In celebration of you, we will gather in San Diego this month to kick off a season of fellowship. We look forward to connecting with you, collectively exchanging the gifts of education, breaking bread, and embracing the convention theme, “Turning the Tide of Nursing Education,” together.

In a quintessentially American tradition, we will return home to celebrate Thanksgiving.  I am curious how many of us will be thankful for academic challenges, curriculum development, test question validation, an ever-changing academic culture, and a new, complex tech landscape in healthcare and education. I hope that many of you will be thankful, and that you gain new insights at the convention to help tackle these ongoing challenges.
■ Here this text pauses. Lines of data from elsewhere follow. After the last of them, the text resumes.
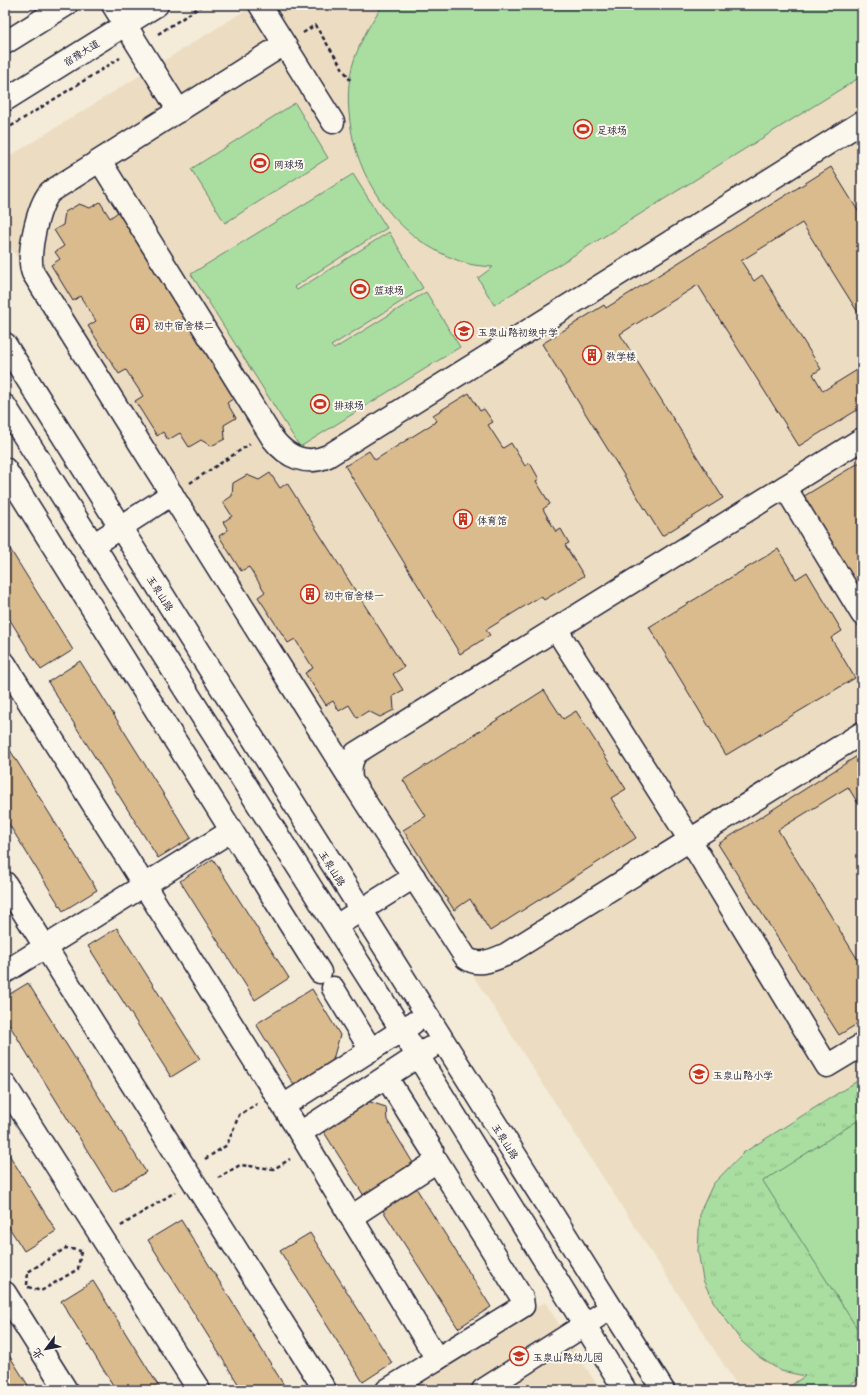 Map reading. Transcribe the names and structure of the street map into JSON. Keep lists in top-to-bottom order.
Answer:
{
  "streets": {
    "street": ["宿豫大道", "玉泉山路"]
  },
  "places": {
    "sports": [
      "足球场",
      "网球场",
      "篮球场",
      "排球场"
    ],
    "building": [
      "初中宿舍楼二",
      "教学楼",
      "体育馆",
      "初中宿舍楼一"
    ],
    "school or university": ["玉泉山路初级中学", "玉泉山路小学", "玉泉山路幼儿园"]
  },
  "north": "bottom left"
} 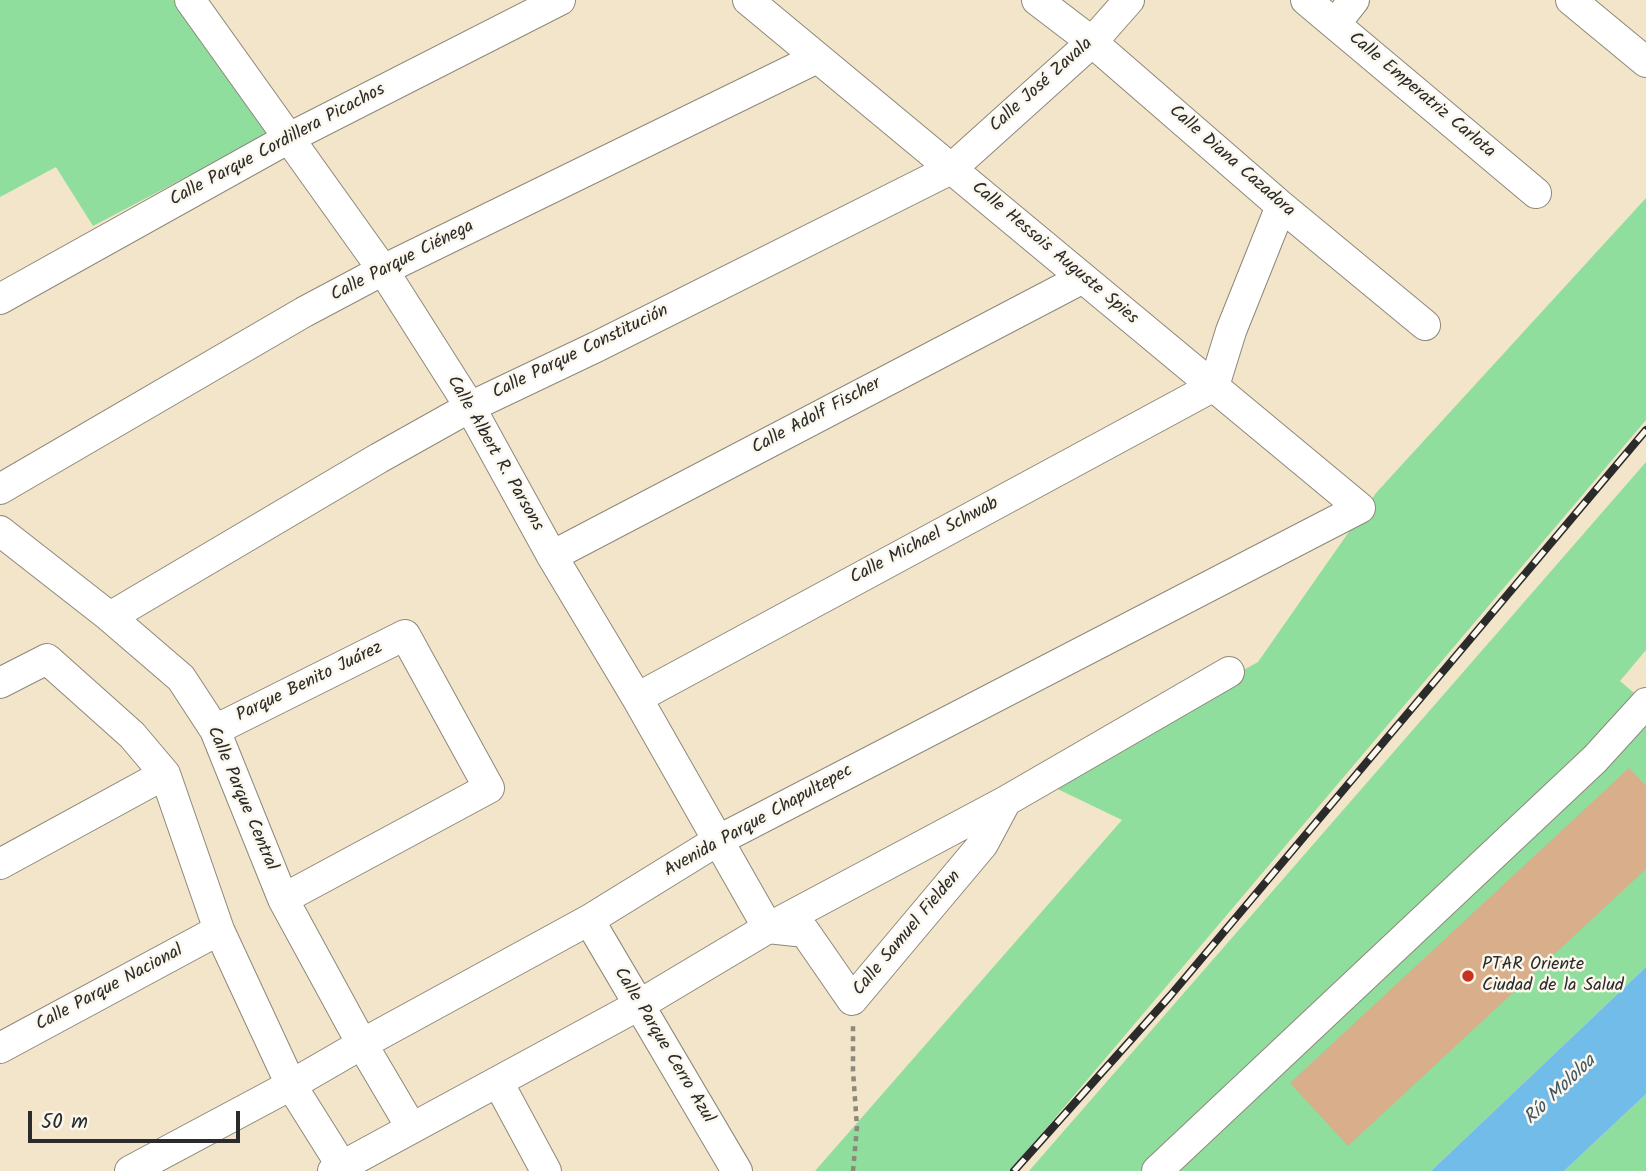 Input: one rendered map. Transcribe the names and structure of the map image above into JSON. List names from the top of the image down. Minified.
{"streets":{"street":["Calle José Zavala","Calle Emperatriz Carlota","Calle Parque Cordillera Picachos","Calle Diana Cazadora","Calle Hessois Auguste Spies","Calle Parque Ciénega","Calle Parque Constitución","Calle Adolf Fischer","Calle Albert R. Parsons","Calle Michael Schwab","Parque Benito Juárez","Calle Parque Central","Avenida Parque Chapultepec","Calle Samuel Fielden","Calle Parque Nacional","Calle Parque Cerro Azul"]},"crossings":[["Calle José Zavala","Calle Diana Cazadora"],["Calle José Zavala","Calle Hessois Auguste Spies"],["Calle José Zavala","Calle Parque Constitución"],["Calle Parque Cordillera Picachos","Calle Albert R. Parsons"],["Calle Hessois Auguste Spies","Calle Parque Ciénega"],["Calle Hessois Auguste Spies","Calle Parque Constitución"],["Calle Hessois Auguste Spies","Calle Adolf Fischer"],["Calle Hessois Auguste Spies","Calle Michael Schwab"],["Calle Hessois Auguste Spies","Avenida Parque Chapultepec"],["Calle Parque Ciénega","Calle Albert R. Parsons"],["Calle Parque Constitución","Calle Albert R. Parsons"],["Calle Parque Constitución","Calle Parque Central"],["Calle Adolf Fischer","Calle Albert R. Parsons"],["Calle Albert R. Parsons","Calle Michael Schwab"],["Calle Albert R. Parsons","Avenida Parque Chapultepec"],["Calle Albert R. Parsons","Calle Samuel Fielden"],["Parque Benito Juárez","Calle Parque Central"],["Calle Parque Central","Avenida Parque Chapultepec"],["Avenida Parque Chapultepec","Calle Parque Cerro Azul"]],"water":["Río Mololoa"],"places":["PTAR Oriente Ciudad de la Salud"],"scale_bar":"50 m"} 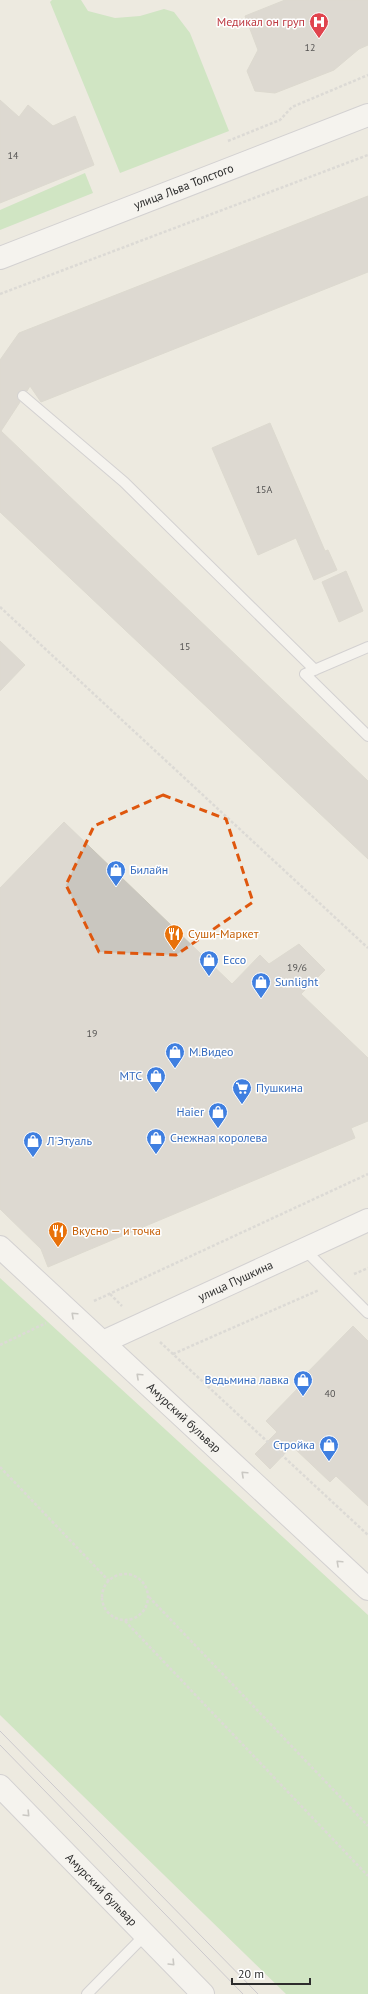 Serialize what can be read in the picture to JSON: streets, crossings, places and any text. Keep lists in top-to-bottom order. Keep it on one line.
{"streets":{"street":["улица Льва Толстого","улица Пушкина","Амурский бульвар"]},"crossings":[["улица Пушкина","Амурский бульвар"]],"places":{"hospital":["Медикал он груп"],"shop":["Билайн","Ecco","Sunlight","М.Видео","МТС","Haier","Снежная королева","Л'Этуаль","Ведьмина лавка","Стройка"],"restaurant":["Суши-Маркет","Вкусно — и точка"],"supermarket":["Пушкина"]},"house_numbers":["12","14","15А","15","19/6","19","40"],"scale_bar":"20 m"} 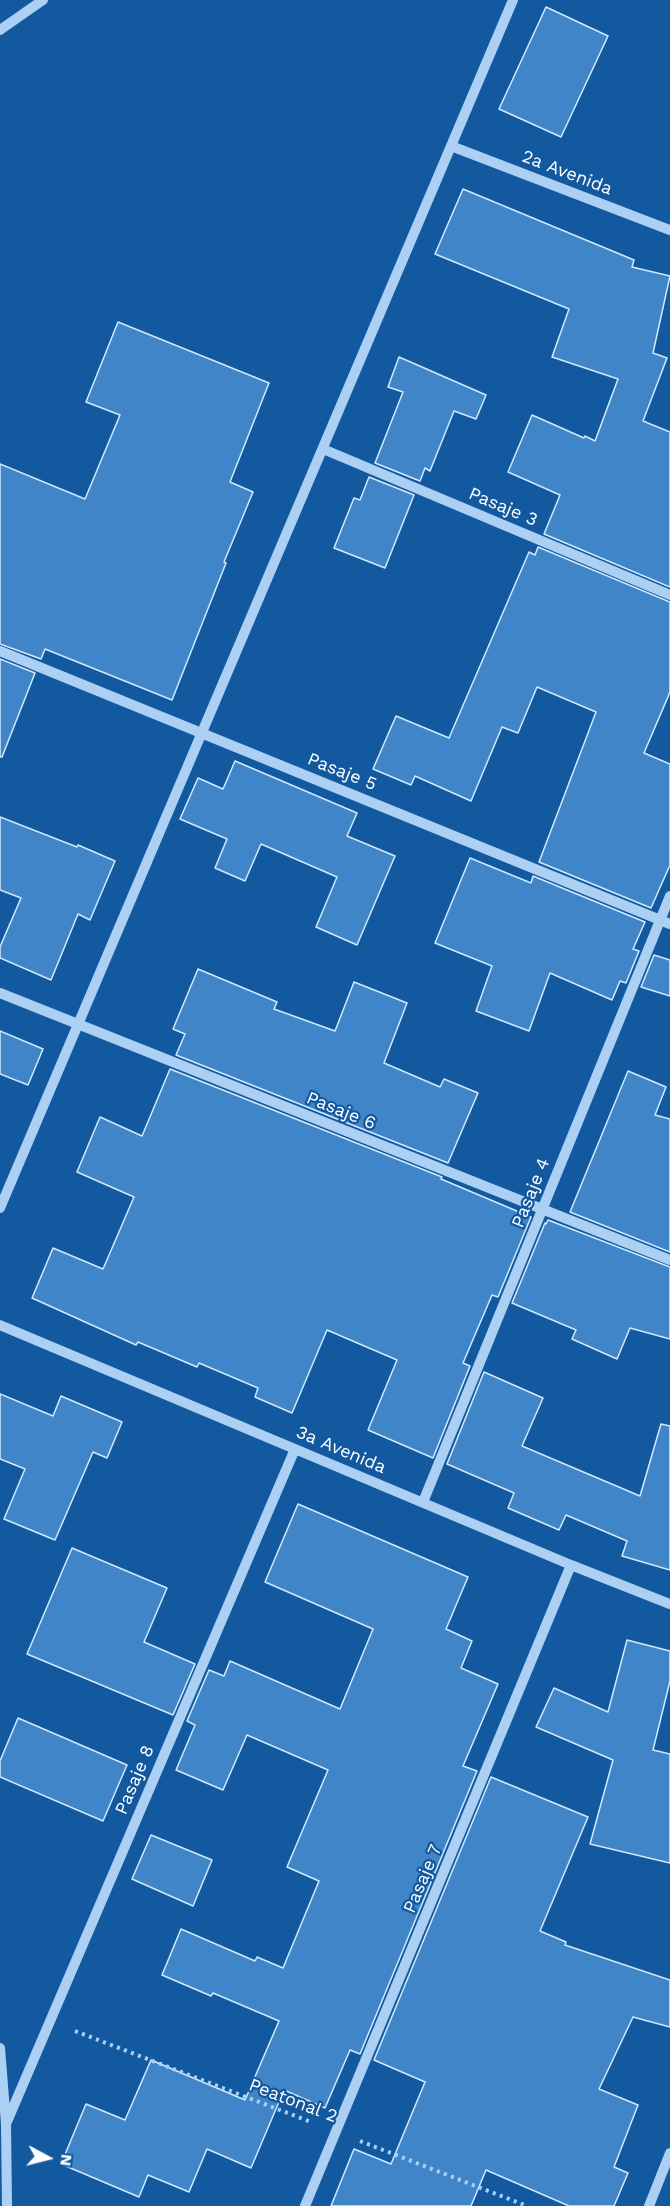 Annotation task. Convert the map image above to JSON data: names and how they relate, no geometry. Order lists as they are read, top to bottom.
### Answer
{
  "streets": {
    "street": [
      "2a Avenida",
      "Pasaje 3",
      "Pasaje 5",
      "Pasaje 6",
      "Pasaje 4",
      "3a Avenida",
      "Pasaje 8",
      "Pasaje 7"
    ],
    "path": ["Peatonal 2"]
  },
  "crossings": [
    ["Pasaje 5", "Pasaje 4"],
    ["Pasaje 6", "Pasaje 4"],
    ["Pasaje 4", "3a Avenida"],
    ["3a Avenida", "Pasaje 8"],
    ["3a Avenida", "Pasaje 7"],
    ["Pasaje 8", "Peatonal 2"],
    ["Pasaje 7", "Peatonal 2"]
  ],
  "north": "right"
} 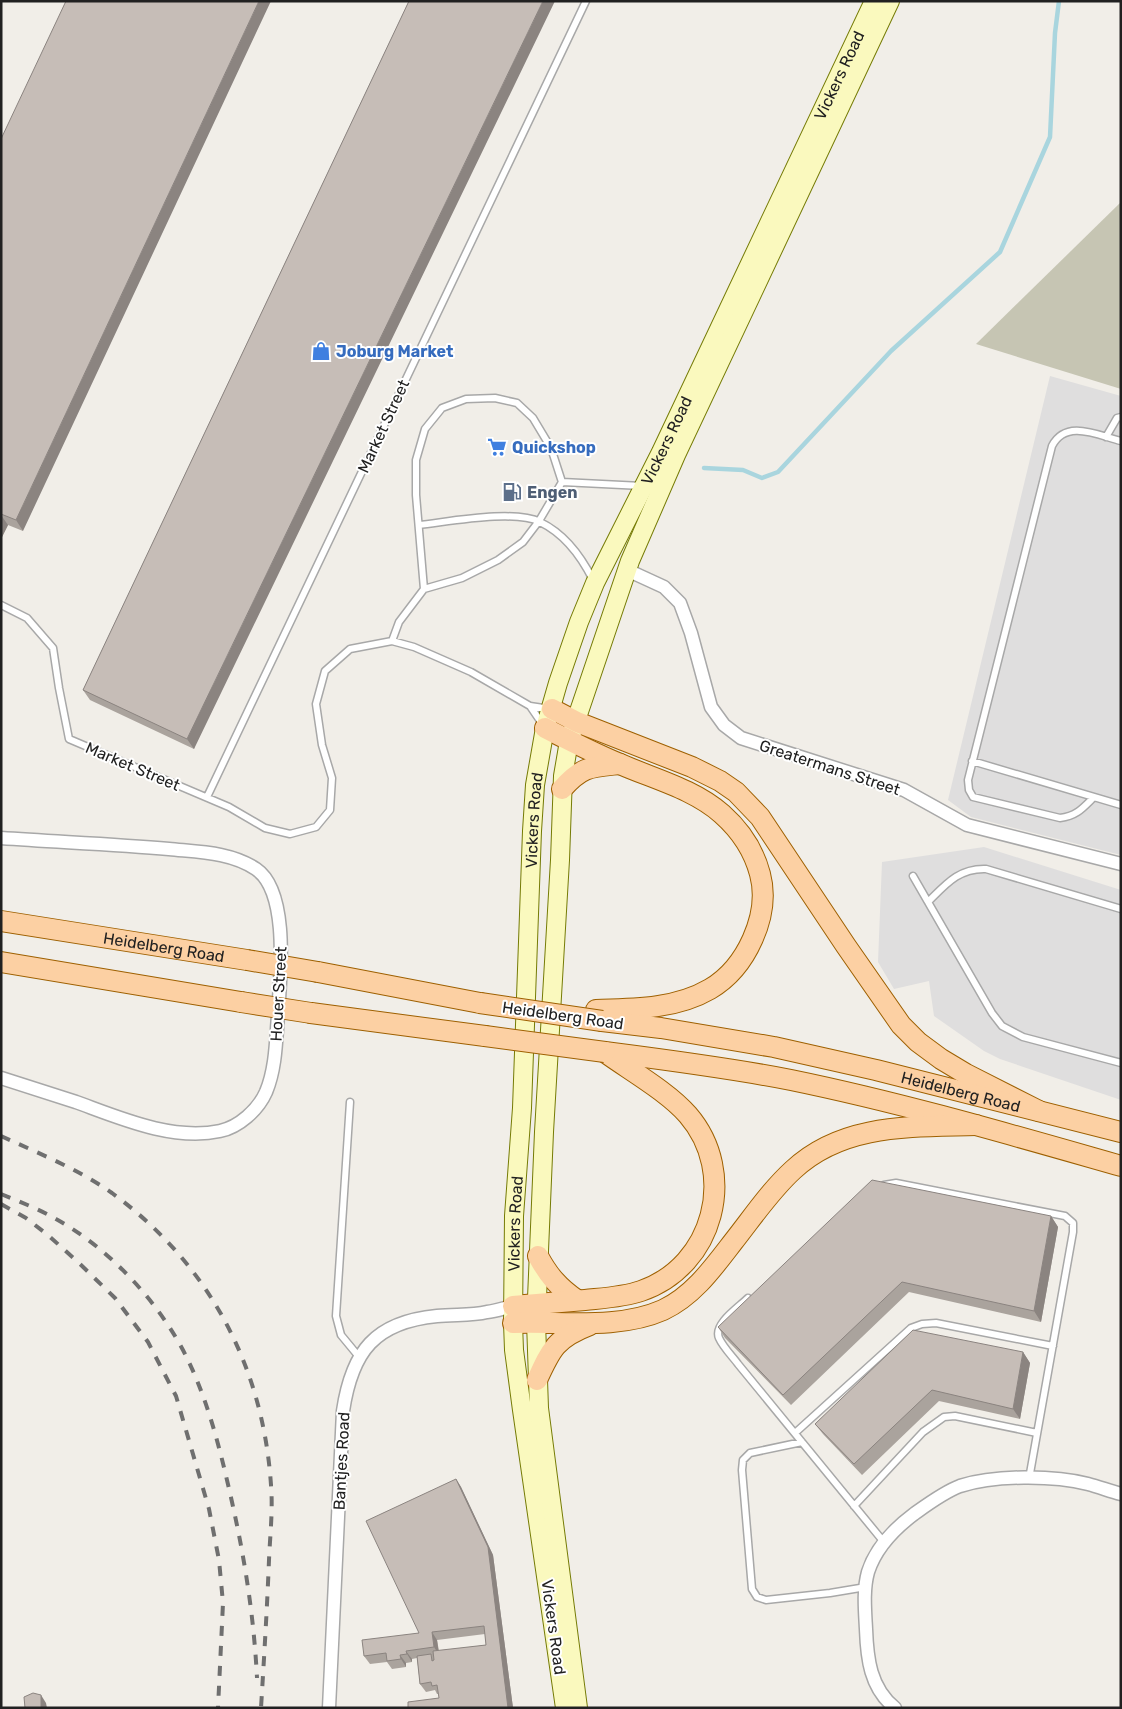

In the spirit of the Thanksgiving season, allow me to take a moment to express my own story of gratitude. I am thankful that a young man from a poor, inner-city upbringing was accepted into an Associate Degree Nursing program. I am thankful that he was educated, coached and mentored by a collective of astute, caring and committed educators who generously gave their time and effort to support his dreams. I am thankful that whenever that young man had questions, there was always a faculty member ready to provide guidance and support. I am thankful that the team of educators witnessed that young man’s graduation, successful completion of board exams, and the beginning of his nursing career. They changed his life, and for that, I am profoundly thankful.

I am also grateful for the stories that have yet to be written of future caregivers searching for you, our trusted educators. Today, they may be frustrated employees wondering why they didn’t follow their dream of caring for others, single moms struggling to make ends meet, or high school students feeling lost in this world. They are looking for their story. They are searching for their own unique path. Their future will involve preserving the trust of the public, providing care in customary and novel settings, and improving the health of the current and next generation. They are hopeful to find you, to help change their lives, and they will be thankful for your guidance too. They will be thankful for how you’ve improved their families’ lives.

During this season of fellowship and gratitude, in the midst of the difficult and challenging work of another semester, please remember the extraordinary impact you have on me, your colleagues, your students, and those lives you will touch in the future. We are all thankful for you!